In the example above we create a function called “myMean”, which will calculate the mean of an object using the sum() and length() functions. The function should give results that are identical to the mean() function, these two lines should give equivalent results:

myMean(rain)
## [1] 19.25
mean(rain)
## [1] 19.25

It's important to realize that in the code used to create our function “someData” is just a place holder - not a real object. For example, typing myMean(someData) will produce an error:

myMean(someData)
## Error: object 'someData' not found

R gives an “object not found” error because we never created an object called “someData”, so R cannot find the object.
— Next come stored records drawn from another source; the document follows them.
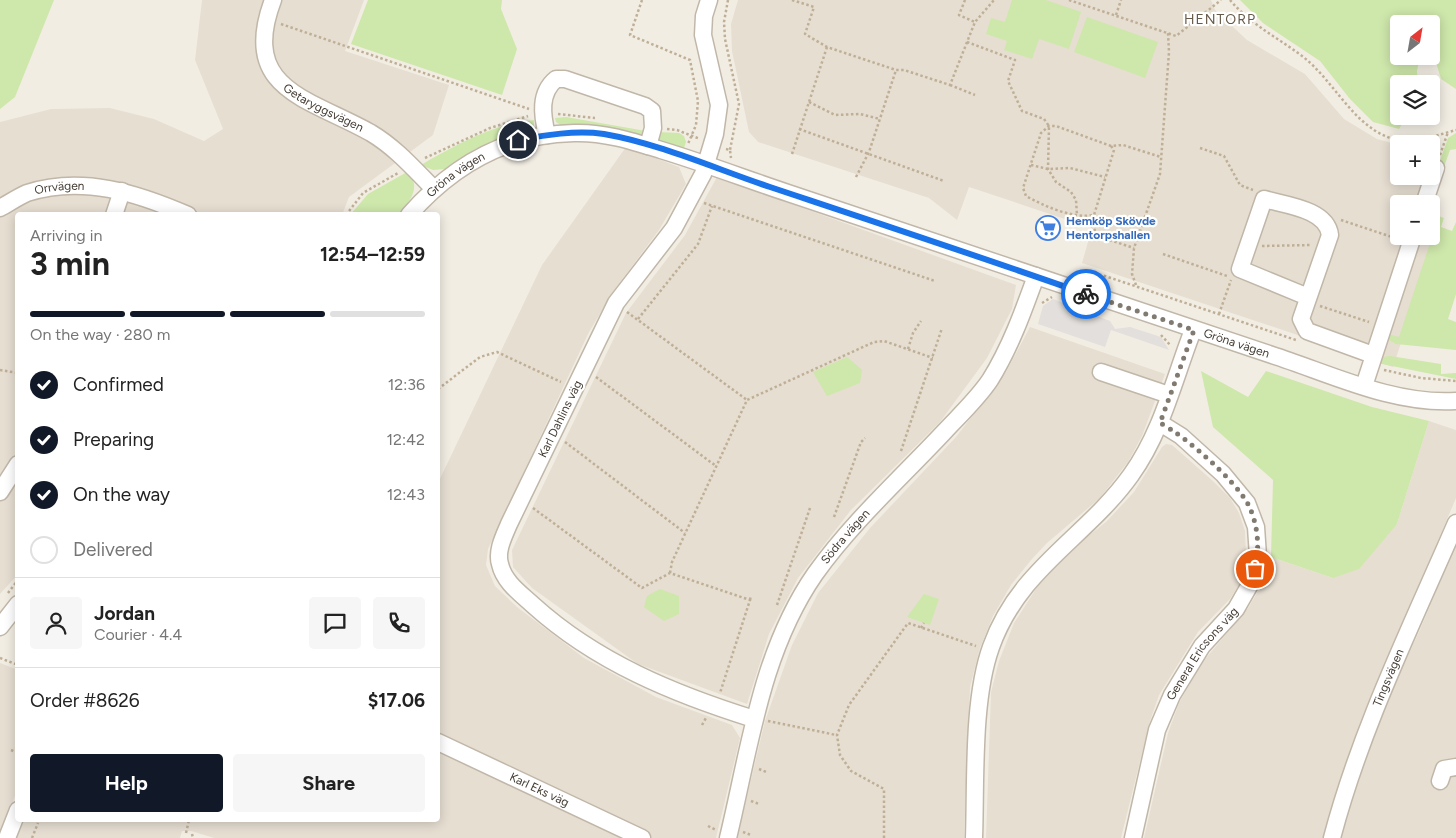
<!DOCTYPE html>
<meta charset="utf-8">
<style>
:root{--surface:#fff;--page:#f6f6f6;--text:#222;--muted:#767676;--line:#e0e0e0;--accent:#111827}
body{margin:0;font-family:Figtree,sans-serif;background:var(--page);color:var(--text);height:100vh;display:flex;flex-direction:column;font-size:19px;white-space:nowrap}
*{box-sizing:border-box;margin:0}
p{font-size:16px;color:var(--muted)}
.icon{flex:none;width:28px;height:28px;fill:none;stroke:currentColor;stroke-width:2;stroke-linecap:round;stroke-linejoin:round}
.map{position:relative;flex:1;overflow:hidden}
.side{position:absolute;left:15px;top:212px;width:425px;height:610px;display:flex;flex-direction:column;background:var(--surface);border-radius:5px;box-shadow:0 2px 12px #0003}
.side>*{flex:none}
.needle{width:32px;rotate:31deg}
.controls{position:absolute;left:1390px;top:15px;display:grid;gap:10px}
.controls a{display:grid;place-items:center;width:50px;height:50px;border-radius:5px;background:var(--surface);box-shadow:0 2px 12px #0003;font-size:25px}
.pin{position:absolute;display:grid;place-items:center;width:42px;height:42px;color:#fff;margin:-21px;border:2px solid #fff;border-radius:50%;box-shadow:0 1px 5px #0007}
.courier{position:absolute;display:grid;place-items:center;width:50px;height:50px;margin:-25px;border:4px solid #1a73e8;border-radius:50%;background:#fff;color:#222;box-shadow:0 1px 6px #0007}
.headline em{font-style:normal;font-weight:700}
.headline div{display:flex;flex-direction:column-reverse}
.headline{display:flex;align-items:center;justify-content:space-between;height:85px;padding:0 15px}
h1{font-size:32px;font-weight:700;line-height:38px}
.bar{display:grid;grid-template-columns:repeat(4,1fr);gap:8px 5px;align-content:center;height:60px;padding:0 15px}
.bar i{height:6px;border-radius:4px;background:var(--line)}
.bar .selected{background:var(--accent)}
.bar p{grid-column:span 4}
.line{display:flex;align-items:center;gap:12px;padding:0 15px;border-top:1px solid var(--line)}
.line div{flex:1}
.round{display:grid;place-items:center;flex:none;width:52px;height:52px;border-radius:5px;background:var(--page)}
ol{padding:0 15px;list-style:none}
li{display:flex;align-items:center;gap:15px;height:55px}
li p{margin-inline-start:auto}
li .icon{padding:5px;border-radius:50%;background:var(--accent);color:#fff;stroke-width:4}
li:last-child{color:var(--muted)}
li i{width:28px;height:28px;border:2px solid var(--line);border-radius:50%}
.action{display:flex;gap:10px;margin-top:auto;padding:10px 15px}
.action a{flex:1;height:58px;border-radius:5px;background:var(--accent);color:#fff;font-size:20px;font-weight:700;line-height:58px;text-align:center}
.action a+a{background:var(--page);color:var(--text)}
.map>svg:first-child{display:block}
.residential{fill:#e6ded1;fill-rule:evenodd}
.green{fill:#cee7ab}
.parking{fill:#e2dfdc}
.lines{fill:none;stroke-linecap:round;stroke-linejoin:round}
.minor-casing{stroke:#c0b7a9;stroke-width:19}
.path{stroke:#bfaf97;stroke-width:2.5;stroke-dasharray:2.5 2.5;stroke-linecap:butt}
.minor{stroke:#fff;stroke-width:16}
.done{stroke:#807a71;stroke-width:5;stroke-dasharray:0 9}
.route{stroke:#1a73e8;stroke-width:6}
.labels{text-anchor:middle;stroke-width:4.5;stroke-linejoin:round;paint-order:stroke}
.street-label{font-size:12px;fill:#433c33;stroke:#fff}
.shop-label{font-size:12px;font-weight:bold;fill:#366cbe;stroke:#fff;text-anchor:start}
.neighbourhood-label{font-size:14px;letter-spacing:1px;fill:#665a4a;stroke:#fff}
</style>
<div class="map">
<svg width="1456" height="838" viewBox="0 0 1456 838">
<rect width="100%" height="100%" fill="#f2ede3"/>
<g class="residential">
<polygon points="202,0 364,0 345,51 449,85 433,135 349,197 342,215 18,215 18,574 0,594 0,122 51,109 110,108 154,119 204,141 223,129 195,60"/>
<path d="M738,0h473l4,10 32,30 58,34 39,45 33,20 22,6v31h32v-22l10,68 -48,145 -311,-104 10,-35 -123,-41 -12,33 -28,-22 -171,-56 -9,-10 -17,-81 -1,-27zM1399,204h32v32h-32z"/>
<polygon points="626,147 679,167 686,184 659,230 612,293 588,334 488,549 486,565 495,586 517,607 584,658 656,697 732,725 740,738 716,838 214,838 191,831 182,831 180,838 14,838 21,820 438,820 438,483 542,265"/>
<polygon points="717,177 1016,285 1012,309 987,358 940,422 851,510 798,578 769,634 747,704 638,664 532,588 513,567 512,550 626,313 685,235"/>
<polygon points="1030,327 1165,374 1142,436 1128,462 1100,498 1047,543 1032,559 1011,585 993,616 980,648 970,687 964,838 737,838 765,721 792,645 818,593 870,528 956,437 1006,372"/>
<polygon points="1429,421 1456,430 1456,498 1364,716 1343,775 1325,838 1144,838 1168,733 1179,703 1201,664 1248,608 1261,586 1271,557 1333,578 1397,524"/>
<polygon points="1166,444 1172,445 1179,451 1214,482 1230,498 1239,513 1245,531 1246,554 1239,585 1230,599 1198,632 1159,695 1150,721 1121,838 986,838 991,692 999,661 1014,623 1043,578 1079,543 1106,522 1134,492 1162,447"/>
<polygon points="1456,544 1456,838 1340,838 1372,732 1419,632"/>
<polygon points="0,663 18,670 17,790 0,837"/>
</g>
<g class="green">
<polygon points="0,0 54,0 15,97 0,109"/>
<polygon points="368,0 502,0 501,9 517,49 502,95 351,44"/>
<polygon points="1012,0 1046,0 1081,12 1069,49 1039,39 1032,59 1004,50 1007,41 986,34 991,18 1005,22"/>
<polygon points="1240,0 1456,0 1456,89 1441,79 1431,46 1431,24 1399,24 1399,56 1420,56 1417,71 1418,84 1399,84 1399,116 1407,116 1399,129 1373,122 1350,99 1320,61 1263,23"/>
<polygon points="1087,17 1158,42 1145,78 1074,52"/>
<polygon points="566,117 646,131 641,135 615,128 590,125 562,126 556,122 555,118"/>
<path d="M534,120v6l-5,4 -54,19 -30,20 -12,1 -12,-5c33,-19 74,-42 113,-45z"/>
<polygon points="658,132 679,133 684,136 686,142 684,148 658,141"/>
<polygon points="1456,133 1456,149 1450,150 1444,167 1438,166 1448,138"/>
<path d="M407,172c16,15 2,30 -9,43h-48l18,-21z"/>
<polygon points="1433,214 1444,218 1441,227 1452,231 1456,222 1456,294 1448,319 1456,322 1456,350 1396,344 1387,339 1388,334 1399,337 1435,228 1431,226"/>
<polygon points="1390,356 1441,364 1441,374 1456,373 1456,379 1377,363 1383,357"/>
<polygon points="847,357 862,370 860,383 827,396 813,372"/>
<polygon points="1201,371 1248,397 1266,371 1372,407 1429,421 1397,524 1359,569 1333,578 1271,557 1273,480 1213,427"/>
<polygon points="660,589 679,596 679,614 664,621 644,607 647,596"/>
<polygon points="924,594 939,599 930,625 907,617"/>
</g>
<polygon class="parking" points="1053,299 1110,321 1115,329 1130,327 1161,337 1169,350 1111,330 1105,347 1038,324 1043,306"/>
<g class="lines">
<defs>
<g id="minor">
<path id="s1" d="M273,0c-34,90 36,98 98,133 25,15 43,36 63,56"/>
<path d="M709,0l-5,16 -1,19 16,70 -4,29 -12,40 -29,54 -58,75 -107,221c-5,12 -13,27 -9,40 4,18 20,29 33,41 63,57 141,89 221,114"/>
<path d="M547,135c-5,-20 -8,-42 9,-56h9l80,27 7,5 1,17 -5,18"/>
<polyline points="1424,204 1436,168"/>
<path id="s2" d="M0,208c9,-5 18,-11 27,-15 55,-18 110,0 161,22"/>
<polyline points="114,215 122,191"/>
<path id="s3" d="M409,215c43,-49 98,-81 165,-82 30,-1 58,8 87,17 43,13 85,29 127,43 162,54 323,109 484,162 59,19 121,50 184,46"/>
<path d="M1308,297l-68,-28 24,-70c21,6 63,10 66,36l-29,84 6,12 66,24"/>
<polyline points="1101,372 1169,395"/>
<polyline points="1364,386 1413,236"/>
<polyline points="0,492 18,464"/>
<polyline points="0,627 18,604"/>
<path id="s4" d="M438,742l204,96"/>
<polyline points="1440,781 1444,769 1456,767"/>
<polyline points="7,838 18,810"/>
<path id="s5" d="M728,838c22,-91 33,-186 87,-264 38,-53 86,-96 130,-143 15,-16 33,-33 45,-51 20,-32 33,-68 46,-104"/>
<path d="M974,838c2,-57 -2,-138 17,-191 28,-79 95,-109 140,-172 31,-43 43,-96 62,-145"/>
<path id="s6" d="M1133,838l24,-108 15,-35 30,-49 34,-37 16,-28 6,-25 -2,-29 -9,-24 -24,-29 -42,-38 -21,-13"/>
<path id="s7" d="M1332,838c29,-110 79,-211 124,-315"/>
</g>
</defs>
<use href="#minor" class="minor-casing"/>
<g class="path">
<polyline points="642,0 630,35 690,60 698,101 696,125 688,144"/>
<polyline points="728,0 724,22 725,39 739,104 730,150"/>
<polyline points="792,0 814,7 805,34 827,47 896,70 904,70 950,85 975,22 994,0"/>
<polyline points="965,0 959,15 975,22"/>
<polyline points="1069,0 1176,36 1221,0"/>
<path d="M1230,0c21,25 47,37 72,56 35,26 56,83 105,85 15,0 34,-7 49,-11"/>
<polyline points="1116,15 1121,0"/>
<polyline points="281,24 529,109"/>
<polyline points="967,42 1015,60 1008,81 1022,111 1044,119 1049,126 1048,169 1056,182 1071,192 1076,200 1077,215"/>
<polyline points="950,85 975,95"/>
<polyline points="809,102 835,115 860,114 880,119"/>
<polyline points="558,114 595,118"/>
<polyline points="667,129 677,130 700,139"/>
<polyline points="799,129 944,181"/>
<path d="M1111,146l3,4 -20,65c-21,4 -50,-9 -68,-19l-3,-8 18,-55 8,-7h7l55,20 12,-1 38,12"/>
<polyline points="1200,148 1224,156 1240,185 1253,190"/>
<polyline points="726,149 730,150 731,158"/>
<polyline points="792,154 827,47"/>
<polyline points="1440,155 1448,132"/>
<polyline points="425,158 490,128 528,116"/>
<polyline points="1031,165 1048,169 1070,168 1105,177"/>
<polyline points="856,177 869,152 896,70"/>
<polyline points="704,203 935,281"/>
<polyline points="346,215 363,193 398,173"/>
<polyline points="1085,217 1100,237 1134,248"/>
<polyline points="1341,220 1398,239"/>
<polyline points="1262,246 1312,245"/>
<polyline points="1163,254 1227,276"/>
<polyline points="1074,273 1102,275 1296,340"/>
<polyline points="1136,285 1132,274 1134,248 1160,174 1169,52 1168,33"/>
<polyline points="1042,303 1052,297"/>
<polyline points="1320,306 1369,322"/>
<polyline points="627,312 747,400"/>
<polyline points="1219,314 1231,280"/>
<polyline points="638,319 698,244 712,206"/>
<polyline points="1161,335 1171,346"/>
<polyline points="908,349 913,333 921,321"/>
<polyline points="0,370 18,373"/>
<polyline points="1384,370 1421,378 1456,381"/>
<polyline points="596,377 716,466"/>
<polyline points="438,389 480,357 497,352 561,382"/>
<polyline points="565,442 685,533"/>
<polyline points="901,451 942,328"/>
<polyline points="533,508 642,588 670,573 750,600 720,693"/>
<polyline points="834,517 861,442 865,438"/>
<polyline points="670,573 672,562 747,400 874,342 884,341 933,358"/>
<polyline points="8,593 18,580"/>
<polyline points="750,600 751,595"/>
<polyline points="777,605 810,508"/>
<polyline points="921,628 924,623"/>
<polyline points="0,658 18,665"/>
<polyline points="768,721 836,735"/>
<polyline points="702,725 706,718"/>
<polyline points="11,750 18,753"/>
<polyline points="759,769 766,772"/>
<polyline points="751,801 759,804"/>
<polyline points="708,826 716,830"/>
<polyline points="743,832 751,835"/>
<polyline points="186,833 189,820"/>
<polyline points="192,834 193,838"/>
<polyline points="32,838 38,823"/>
<polyline points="884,838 884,789 851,771 840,755 837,735 849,705 908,623 976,646"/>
</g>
<use href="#minor" class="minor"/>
</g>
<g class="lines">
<path class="done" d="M1086,294l108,36 -34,93c24,12 75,57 88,81 10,20 12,43 7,65"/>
<path class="route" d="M518,140c28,-5 57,-10 86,-6 57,10 112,35 166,53 105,35 211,70 316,107"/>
</g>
<defs>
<symbol id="supermarket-ring" viewBox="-11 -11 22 22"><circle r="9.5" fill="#fff" stroke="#3f7fe0" stroke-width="1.5"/><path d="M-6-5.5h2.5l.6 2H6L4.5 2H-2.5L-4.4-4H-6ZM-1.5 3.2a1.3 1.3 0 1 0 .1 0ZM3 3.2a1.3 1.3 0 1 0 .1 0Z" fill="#3f7fe0"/></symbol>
</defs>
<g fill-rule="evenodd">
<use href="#supermarket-ring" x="1034" y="214" width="28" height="28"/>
</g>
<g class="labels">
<g class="street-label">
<text dy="4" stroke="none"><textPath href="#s1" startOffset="138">Getaryggsvägen</textPath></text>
<text dy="4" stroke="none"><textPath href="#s3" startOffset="62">Gröna vägen</textPath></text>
<text dy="4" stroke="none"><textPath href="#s2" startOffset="64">Orrvägen</textPath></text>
<text dy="4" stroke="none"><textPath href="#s3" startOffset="886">Gröna vägen</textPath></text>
<text transform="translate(560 419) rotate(-64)" y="4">Karl Dahlins väg</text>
<text dy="4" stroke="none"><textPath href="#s5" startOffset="328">Södra vägen</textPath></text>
<text dy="4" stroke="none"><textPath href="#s6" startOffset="200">General Ericsons väg</textPath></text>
<text dy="4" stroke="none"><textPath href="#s7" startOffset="170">Tingsvägen</textPath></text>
<text dy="4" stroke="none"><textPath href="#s4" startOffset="112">Karl Eks väg</textPath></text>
</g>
<g class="shop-label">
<text x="1066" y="225">Hemköp Skövde<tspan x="1066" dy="14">Hentorpshallen</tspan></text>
</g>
<g class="neighbourhood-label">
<text x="1220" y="24">HENTORP</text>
</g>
</g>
</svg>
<div class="controls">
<a><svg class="needle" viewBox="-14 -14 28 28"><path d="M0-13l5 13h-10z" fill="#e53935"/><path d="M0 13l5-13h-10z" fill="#767676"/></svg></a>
<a><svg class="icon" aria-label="layers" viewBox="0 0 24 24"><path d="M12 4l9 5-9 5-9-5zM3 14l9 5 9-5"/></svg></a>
<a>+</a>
<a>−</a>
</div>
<div class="pin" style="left:1255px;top:569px;background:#ea580c"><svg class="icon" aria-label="bag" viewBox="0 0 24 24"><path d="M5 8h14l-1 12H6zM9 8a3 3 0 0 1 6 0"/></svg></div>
<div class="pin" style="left:518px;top:140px;background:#1f2937"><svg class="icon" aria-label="home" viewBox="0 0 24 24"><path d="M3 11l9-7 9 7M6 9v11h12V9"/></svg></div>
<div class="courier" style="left:1086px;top:294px"><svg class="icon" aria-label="bike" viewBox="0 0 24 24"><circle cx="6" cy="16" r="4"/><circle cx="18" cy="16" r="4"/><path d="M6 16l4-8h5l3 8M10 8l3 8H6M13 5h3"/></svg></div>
<section class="side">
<div class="headline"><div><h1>3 min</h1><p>Arriving in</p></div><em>12:54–12:59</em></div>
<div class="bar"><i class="selected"></i><i class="selected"></i><i class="selected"></i><i></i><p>On the way · 280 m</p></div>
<ol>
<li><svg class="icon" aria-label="check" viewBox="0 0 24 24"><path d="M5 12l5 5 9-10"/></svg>Confirmed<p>12:36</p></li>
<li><svg class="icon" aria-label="check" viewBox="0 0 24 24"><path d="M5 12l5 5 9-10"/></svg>Preparing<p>12:42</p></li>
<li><svg class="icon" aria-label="check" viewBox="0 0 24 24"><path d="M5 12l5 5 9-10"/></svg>On the way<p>12:43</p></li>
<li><i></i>Delivered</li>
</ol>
<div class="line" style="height:90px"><a class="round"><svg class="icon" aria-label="person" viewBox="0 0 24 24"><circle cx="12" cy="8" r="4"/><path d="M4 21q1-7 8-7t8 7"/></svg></a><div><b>Jordan</b><p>Courier · 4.4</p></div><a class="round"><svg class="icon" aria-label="chat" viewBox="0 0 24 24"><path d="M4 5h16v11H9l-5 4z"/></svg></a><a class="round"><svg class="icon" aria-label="phone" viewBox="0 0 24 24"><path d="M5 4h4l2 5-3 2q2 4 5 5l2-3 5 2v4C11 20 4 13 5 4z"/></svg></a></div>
<div class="line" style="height:65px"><div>Order #8626</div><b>$17.06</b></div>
<div class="action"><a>Help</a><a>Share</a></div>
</section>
</div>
In the function above, “someData” was just a place holder for the object that the user passes to the myMean function.

someFakeData <- c(1, 2, 3, 4, 5, 6)
myMean(someFakeData)
## [1] 3.5

The function mean() already exists so the myMean function that we just created is not that useful. However, what if we wanted to convert our rainfall data from inches to centimeters, a function to do this conversion might be useful. We can do this conversion simply in R:

rain/0.3937  #convert all rainfall values from in to cm.
##  [1] 40.64 45.72 35.56 55.88 68.58 43.18 48.26 43.18 43.18 55.88 50.80
## [12] 55.88

Now, complete the return statement below to create a function to convert inches to centimeters. Assume the input data are in inches and you want to return the same data converted to cm.

in_to_cm <- function(someDataInInches){
  return(_____) #complete the return statement 
}

Assignment

Write a function to compute the standard deviation, use the four steps outlined above. Do not use the internal sd() function to check your work because it uses \( \sqrt{\frac{1}{N} \sum_{i=1}^N (x_i - \overline{x})^2} \), note the N-1 in the denominator. Your function is correct if you find a standard deviation of around 3.39.